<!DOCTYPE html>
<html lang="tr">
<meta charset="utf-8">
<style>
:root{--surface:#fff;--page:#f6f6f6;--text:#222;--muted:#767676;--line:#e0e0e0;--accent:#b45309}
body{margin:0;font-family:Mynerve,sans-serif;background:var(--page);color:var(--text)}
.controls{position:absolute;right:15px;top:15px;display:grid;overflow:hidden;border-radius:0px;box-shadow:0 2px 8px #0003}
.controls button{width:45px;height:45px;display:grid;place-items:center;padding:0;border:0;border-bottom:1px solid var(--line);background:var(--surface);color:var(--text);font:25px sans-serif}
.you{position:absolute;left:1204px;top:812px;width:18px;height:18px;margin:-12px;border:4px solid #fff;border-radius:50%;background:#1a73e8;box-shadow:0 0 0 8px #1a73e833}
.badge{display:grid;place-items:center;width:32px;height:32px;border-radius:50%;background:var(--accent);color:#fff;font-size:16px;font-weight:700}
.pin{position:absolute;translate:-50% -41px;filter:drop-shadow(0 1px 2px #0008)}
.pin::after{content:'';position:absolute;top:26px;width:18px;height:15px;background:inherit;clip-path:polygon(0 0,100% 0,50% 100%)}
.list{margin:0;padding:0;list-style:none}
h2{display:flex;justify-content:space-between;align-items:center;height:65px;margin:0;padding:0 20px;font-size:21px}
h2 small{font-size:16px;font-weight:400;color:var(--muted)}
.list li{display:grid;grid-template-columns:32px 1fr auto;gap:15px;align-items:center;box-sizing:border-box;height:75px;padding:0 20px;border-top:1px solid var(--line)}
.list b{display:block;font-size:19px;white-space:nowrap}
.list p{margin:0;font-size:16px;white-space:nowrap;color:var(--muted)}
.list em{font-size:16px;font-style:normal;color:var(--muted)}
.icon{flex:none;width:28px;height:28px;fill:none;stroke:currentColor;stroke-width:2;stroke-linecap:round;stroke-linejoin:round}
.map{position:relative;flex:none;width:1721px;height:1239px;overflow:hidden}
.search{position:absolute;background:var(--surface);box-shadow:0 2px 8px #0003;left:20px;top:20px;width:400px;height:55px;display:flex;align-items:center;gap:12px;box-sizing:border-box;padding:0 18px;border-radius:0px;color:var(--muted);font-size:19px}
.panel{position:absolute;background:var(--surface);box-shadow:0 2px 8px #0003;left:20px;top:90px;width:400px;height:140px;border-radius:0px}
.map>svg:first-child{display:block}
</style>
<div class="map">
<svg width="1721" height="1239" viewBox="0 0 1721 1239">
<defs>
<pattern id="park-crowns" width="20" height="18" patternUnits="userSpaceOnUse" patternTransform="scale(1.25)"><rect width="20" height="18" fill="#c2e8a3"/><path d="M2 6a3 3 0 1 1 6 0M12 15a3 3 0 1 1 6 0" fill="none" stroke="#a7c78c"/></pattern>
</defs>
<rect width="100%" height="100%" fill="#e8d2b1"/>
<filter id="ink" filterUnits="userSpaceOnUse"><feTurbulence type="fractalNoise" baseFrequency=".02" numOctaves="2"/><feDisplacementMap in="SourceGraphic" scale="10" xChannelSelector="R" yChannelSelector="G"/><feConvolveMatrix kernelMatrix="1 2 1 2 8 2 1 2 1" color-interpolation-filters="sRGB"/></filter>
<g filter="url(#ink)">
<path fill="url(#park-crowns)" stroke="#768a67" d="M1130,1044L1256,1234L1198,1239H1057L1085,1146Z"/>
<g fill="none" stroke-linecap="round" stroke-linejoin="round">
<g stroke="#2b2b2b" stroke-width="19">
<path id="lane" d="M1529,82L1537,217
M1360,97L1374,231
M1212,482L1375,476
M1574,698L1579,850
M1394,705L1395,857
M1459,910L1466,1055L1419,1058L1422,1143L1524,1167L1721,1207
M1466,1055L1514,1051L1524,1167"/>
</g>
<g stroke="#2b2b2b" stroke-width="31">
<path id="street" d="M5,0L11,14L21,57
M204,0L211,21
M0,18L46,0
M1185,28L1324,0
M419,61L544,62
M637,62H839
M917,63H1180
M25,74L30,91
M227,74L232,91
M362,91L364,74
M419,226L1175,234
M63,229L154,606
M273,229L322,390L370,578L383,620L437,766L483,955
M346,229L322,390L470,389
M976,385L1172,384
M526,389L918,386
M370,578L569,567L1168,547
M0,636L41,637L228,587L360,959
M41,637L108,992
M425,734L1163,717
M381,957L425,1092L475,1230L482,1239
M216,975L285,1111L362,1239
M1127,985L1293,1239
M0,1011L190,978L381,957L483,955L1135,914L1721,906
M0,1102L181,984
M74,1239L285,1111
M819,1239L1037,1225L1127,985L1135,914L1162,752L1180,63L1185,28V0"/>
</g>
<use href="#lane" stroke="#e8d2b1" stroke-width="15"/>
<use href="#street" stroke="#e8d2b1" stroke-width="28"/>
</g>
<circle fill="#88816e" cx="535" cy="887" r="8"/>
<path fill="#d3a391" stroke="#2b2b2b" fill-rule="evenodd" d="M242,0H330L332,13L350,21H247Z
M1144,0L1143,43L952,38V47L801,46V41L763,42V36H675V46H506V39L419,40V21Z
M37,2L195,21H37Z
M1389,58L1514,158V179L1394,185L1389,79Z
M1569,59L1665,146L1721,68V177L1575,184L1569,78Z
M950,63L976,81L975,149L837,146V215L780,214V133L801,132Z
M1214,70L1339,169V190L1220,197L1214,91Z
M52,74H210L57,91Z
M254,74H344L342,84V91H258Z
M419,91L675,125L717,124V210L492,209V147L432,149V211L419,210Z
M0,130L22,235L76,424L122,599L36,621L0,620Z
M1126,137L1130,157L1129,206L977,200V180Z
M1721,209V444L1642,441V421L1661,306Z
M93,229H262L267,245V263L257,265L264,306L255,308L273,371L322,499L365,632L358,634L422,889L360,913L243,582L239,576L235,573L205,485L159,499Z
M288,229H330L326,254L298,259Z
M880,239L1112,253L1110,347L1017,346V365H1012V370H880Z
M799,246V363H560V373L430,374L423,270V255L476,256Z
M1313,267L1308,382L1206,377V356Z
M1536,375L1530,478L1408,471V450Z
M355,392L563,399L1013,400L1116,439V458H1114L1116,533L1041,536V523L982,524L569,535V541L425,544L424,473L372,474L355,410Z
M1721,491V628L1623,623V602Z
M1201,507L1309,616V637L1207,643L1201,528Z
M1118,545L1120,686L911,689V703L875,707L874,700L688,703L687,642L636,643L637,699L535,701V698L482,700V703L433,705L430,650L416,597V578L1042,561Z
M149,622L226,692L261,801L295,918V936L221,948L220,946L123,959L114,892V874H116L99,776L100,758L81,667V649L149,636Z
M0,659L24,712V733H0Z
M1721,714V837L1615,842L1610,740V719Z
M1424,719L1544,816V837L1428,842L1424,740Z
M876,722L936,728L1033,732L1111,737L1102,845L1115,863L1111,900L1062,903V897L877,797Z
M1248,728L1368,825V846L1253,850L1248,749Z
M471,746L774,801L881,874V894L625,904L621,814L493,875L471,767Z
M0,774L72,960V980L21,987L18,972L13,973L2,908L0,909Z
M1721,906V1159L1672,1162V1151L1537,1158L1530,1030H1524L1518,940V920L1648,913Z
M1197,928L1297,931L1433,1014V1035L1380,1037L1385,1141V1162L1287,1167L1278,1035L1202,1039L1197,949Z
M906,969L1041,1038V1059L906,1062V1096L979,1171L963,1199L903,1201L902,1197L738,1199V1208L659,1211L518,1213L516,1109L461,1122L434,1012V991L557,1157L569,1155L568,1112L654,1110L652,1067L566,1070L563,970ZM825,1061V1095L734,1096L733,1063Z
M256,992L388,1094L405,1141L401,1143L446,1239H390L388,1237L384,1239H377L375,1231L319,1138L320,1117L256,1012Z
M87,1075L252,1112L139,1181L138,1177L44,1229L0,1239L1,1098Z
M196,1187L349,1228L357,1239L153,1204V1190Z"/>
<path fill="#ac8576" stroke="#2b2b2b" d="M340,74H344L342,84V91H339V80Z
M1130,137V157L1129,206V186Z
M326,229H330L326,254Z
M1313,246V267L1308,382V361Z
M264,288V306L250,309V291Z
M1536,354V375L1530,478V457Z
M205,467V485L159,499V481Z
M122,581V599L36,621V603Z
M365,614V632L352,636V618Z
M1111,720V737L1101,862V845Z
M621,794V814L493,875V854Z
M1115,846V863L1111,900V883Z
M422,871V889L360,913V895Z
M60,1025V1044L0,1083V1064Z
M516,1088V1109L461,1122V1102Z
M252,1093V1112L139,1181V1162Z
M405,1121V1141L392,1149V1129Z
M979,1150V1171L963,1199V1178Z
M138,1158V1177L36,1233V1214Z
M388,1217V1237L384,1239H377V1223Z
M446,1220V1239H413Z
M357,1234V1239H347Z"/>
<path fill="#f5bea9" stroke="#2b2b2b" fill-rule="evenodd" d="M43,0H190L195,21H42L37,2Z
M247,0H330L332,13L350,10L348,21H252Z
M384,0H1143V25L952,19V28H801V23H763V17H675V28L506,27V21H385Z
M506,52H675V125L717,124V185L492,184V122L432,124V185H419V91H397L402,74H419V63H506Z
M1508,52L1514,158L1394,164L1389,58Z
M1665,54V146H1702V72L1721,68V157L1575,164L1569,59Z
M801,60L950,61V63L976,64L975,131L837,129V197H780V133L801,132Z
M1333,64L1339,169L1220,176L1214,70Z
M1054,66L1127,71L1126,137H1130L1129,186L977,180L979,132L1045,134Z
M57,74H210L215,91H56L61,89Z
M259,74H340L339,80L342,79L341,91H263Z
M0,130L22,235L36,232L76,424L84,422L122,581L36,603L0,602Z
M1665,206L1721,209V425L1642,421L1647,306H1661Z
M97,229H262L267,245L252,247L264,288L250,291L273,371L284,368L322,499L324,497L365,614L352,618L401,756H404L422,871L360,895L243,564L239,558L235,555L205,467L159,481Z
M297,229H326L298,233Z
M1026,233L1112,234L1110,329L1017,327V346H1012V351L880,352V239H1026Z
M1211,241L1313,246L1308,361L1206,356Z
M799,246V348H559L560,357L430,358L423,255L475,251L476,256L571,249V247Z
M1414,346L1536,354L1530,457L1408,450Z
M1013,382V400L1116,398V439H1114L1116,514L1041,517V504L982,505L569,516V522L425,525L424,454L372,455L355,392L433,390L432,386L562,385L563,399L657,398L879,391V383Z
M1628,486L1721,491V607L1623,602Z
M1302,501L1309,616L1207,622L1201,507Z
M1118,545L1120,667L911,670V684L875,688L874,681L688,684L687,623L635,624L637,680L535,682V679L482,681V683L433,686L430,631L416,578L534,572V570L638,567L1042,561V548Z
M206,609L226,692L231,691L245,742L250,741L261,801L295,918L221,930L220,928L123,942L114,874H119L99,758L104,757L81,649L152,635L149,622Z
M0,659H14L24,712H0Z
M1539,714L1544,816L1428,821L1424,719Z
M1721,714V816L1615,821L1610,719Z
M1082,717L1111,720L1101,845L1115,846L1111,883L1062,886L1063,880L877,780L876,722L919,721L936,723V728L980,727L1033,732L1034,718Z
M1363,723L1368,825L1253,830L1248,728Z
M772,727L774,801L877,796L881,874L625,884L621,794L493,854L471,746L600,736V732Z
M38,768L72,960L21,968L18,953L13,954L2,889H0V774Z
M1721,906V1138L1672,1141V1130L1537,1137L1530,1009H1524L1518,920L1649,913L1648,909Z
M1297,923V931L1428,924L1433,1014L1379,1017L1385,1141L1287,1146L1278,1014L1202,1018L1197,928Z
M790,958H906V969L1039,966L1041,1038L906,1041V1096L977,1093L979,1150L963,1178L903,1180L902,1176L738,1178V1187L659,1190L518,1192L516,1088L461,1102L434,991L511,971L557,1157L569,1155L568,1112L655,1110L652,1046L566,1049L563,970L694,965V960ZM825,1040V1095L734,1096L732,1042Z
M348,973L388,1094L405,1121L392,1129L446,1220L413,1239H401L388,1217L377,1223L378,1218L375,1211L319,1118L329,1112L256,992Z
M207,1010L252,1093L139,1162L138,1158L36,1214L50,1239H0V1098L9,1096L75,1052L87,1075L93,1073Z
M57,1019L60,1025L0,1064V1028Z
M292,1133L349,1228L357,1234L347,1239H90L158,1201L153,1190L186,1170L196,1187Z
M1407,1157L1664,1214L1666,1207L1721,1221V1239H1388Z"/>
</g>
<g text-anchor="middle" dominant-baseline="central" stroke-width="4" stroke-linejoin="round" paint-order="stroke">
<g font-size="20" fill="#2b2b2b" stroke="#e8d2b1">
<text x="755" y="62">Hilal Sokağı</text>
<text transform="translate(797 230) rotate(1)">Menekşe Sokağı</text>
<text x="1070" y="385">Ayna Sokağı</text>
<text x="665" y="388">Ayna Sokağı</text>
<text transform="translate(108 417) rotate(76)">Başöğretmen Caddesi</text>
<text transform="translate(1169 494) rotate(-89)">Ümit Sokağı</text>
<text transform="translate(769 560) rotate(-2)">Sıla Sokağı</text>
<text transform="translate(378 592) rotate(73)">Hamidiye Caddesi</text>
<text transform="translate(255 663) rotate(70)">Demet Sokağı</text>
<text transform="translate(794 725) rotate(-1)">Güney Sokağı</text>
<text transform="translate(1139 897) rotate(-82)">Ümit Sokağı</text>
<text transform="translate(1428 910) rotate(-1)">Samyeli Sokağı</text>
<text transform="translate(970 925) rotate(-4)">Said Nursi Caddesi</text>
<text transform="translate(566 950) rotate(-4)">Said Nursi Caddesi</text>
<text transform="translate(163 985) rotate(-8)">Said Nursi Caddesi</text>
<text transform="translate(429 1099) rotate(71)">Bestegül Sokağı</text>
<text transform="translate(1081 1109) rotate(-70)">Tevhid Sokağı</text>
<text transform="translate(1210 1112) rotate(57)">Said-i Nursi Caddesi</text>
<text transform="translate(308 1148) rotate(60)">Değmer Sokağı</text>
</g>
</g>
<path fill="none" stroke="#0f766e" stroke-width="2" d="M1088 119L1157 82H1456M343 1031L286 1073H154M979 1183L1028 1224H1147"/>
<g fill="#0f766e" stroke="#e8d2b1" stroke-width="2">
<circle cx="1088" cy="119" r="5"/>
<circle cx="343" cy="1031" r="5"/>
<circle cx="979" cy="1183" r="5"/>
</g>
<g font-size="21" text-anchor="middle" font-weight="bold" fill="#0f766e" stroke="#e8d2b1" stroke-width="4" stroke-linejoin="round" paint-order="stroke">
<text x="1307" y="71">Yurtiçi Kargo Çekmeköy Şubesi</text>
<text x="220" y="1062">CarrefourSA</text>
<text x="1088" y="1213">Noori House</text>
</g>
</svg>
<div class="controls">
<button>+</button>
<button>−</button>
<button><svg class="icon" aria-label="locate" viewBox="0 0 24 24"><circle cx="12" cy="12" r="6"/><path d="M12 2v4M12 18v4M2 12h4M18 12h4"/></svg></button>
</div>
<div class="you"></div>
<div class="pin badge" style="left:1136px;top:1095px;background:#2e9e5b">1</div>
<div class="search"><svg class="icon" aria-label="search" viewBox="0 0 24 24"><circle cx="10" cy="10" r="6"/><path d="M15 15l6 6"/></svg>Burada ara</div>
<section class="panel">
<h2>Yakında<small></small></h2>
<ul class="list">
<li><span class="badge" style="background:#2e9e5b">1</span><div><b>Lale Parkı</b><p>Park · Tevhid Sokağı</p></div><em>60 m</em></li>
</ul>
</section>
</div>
....
* _Exercise directions_:
The expected answer is every line in the data above that carries the string "linecap".

* _Result for this exercise_:
.icon{flex:none;width:28px;height:28px;fill:none;stroke:currentColor;stroke-width:2;stroke-linecap:round;stroke-linejoin:round}
<g fill="none" stroke-linecap="round" stroke-linejoin="round">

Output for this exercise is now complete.